▸ **THE PROBLEM**: Your task is to filter the data below down to the lines holding "Start".
===== DATA FOR REVIEW
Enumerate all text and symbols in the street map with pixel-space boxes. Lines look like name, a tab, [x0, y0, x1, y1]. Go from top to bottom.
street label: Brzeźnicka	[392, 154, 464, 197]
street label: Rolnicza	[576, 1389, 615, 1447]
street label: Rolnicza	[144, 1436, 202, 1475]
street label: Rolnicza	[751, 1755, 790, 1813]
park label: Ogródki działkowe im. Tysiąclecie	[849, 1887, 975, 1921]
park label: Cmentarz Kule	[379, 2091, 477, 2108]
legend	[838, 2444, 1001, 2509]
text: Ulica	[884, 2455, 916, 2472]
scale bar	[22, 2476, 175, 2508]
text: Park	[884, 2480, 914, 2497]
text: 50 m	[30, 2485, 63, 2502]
==========
===== DATA FOR REVIEW
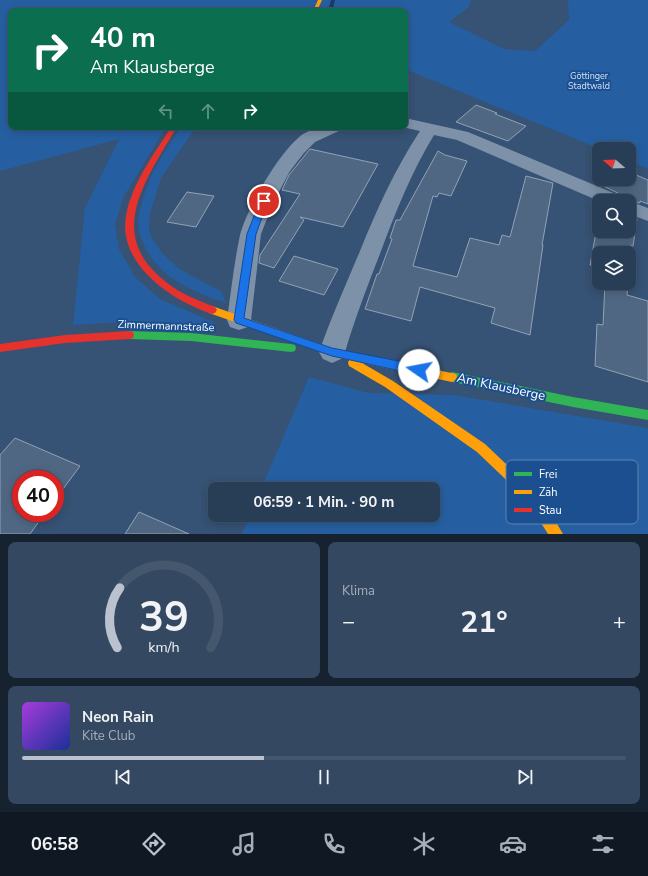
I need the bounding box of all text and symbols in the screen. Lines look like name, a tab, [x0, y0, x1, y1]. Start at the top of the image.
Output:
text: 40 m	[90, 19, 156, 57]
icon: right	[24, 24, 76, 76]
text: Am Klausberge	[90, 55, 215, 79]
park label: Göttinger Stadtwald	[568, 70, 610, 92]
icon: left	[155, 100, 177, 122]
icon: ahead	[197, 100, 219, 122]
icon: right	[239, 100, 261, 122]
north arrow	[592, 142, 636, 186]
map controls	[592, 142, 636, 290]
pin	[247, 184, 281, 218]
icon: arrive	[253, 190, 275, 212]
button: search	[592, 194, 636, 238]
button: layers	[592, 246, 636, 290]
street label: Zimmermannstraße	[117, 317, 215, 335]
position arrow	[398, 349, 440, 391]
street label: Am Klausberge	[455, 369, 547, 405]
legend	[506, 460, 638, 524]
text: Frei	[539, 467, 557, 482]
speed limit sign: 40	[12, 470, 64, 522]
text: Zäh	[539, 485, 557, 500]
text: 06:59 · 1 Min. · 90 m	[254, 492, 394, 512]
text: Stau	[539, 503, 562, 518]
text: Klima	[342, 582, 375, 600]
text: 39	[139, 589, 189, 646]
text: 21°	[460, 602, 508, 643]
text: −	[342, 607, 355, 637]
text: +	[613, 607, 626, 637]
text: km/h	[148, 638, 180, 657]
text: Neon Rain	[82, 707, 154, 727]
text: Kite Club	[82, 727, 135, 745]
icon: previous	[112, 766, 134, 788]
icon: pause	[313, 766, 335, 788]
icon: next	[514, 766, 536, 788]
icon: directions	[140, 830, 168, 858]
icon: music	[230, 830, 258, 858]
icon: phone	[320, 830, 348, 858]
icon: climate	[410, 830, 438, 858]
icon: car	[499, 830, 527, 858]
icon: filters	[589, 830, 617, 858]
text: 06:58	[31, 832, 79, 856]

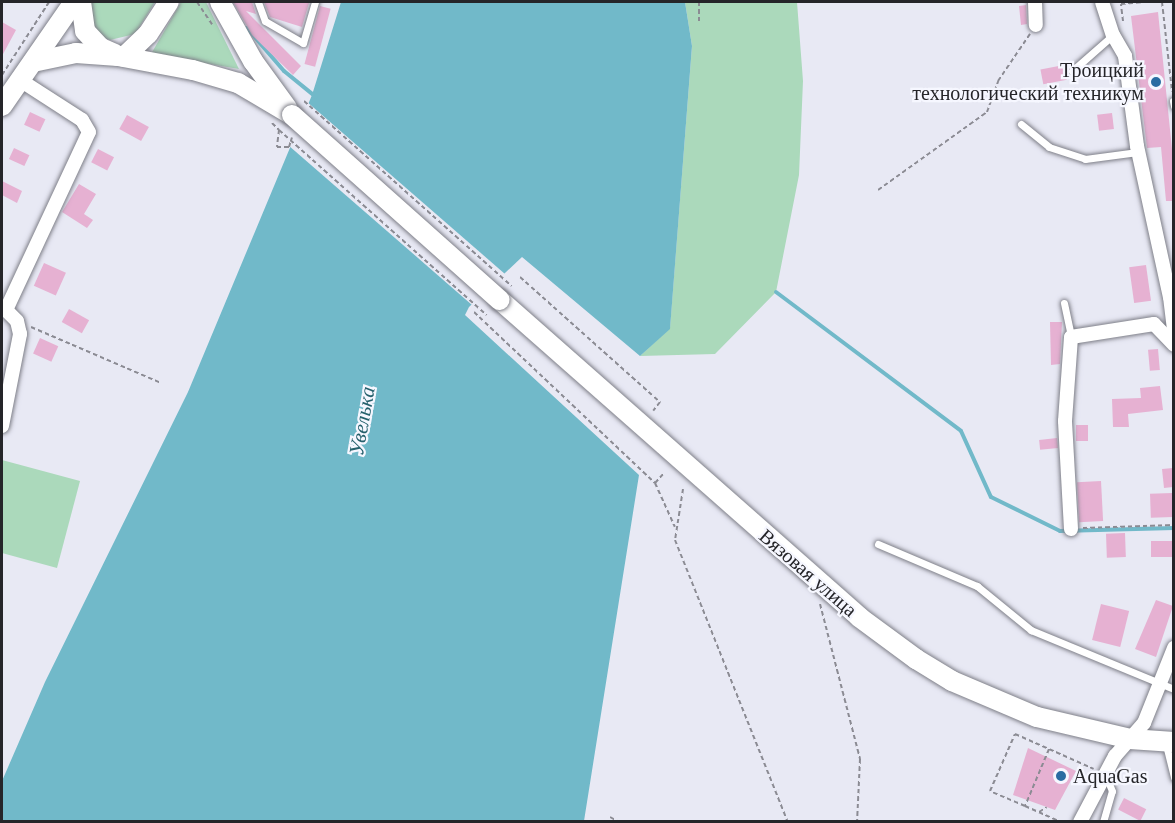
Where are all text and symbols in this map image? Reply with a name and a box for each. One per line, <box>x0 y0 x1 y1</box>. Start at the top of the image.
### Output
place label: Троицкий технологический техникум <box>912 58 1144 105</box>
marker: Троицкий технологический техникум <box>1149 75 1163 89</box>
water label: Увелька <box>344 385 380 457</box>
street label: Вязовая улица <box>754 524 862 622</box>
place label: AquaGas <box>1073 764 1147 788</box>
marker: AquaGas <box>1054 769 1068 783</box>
==========
▸ **ANSWER SECTION**:
I need the bounding box of all text and symbols in the screen. Lines look like name, a tab, [x0, y0, x1, y1]. Start at the top of the image.
Where are all text and symbols in this map image? Reply with a name and a box for each. One per line, <box>x0 y0 x1 y1</box>. Start at the top of the image.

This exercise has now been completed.